* **Excerpts from a dataset**
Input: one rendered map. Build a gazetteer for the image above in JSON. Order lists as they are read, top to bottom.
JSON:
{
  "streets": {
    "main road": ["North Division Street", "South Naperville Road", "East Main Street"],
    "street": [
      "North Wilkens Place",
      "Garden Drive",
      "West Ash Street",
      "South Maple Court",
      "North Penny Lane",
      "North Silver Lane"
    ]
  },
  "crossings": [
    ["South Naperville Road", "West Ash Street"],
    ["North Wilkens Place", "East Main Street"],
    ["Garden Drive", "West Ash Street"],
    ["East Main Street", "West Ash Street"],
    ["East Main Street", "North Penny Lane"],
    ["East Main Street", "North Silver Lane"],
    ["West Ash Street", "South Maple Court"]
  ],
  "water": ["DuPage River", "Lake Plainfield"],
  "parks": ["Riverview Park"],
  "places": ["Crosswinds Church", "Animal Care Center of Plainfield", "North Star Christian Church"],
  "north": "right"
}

* **Prompt**
Write each line above out exactly.

* **Your solution**
Input: one rendered map. Build a gazetteer for the image above in JSON. Order lists as they are read, top to bottom.
JSON:
{
  "streets": {
    "main road": ["North Division Street", "South Naperville Road", "East Main Street"],
    "street": [
      "North Wilkens Place",
      "Garden Drive",
      "West Ash Street",
      "South Maple Court",
      "North Penny Lane",
      "North Silver Lane"
    ]
  },
  "crossings": [
    ["South Naperville Road", "West Ash Street"],
    ["North Wilkens Place", "East Main Street"],
    ["Garden Drive", "West Ash Street"],
    ["East Main Street", "West Ash Street"],
    ["East Main Street", "North Penny Lane"],
    ["East Main Street", "North Silver Lane"],
    ["West Ash Street", "South Maple Court"]
  ],
  "water": ["DuPage River", "Lake Plainfield"],
  "parks": ["Riverview Park"],
  "places": ["Crosswinds Church", "Animal Care Center of Plainfield", "North Star Christian Church"],
  "north": "right"
}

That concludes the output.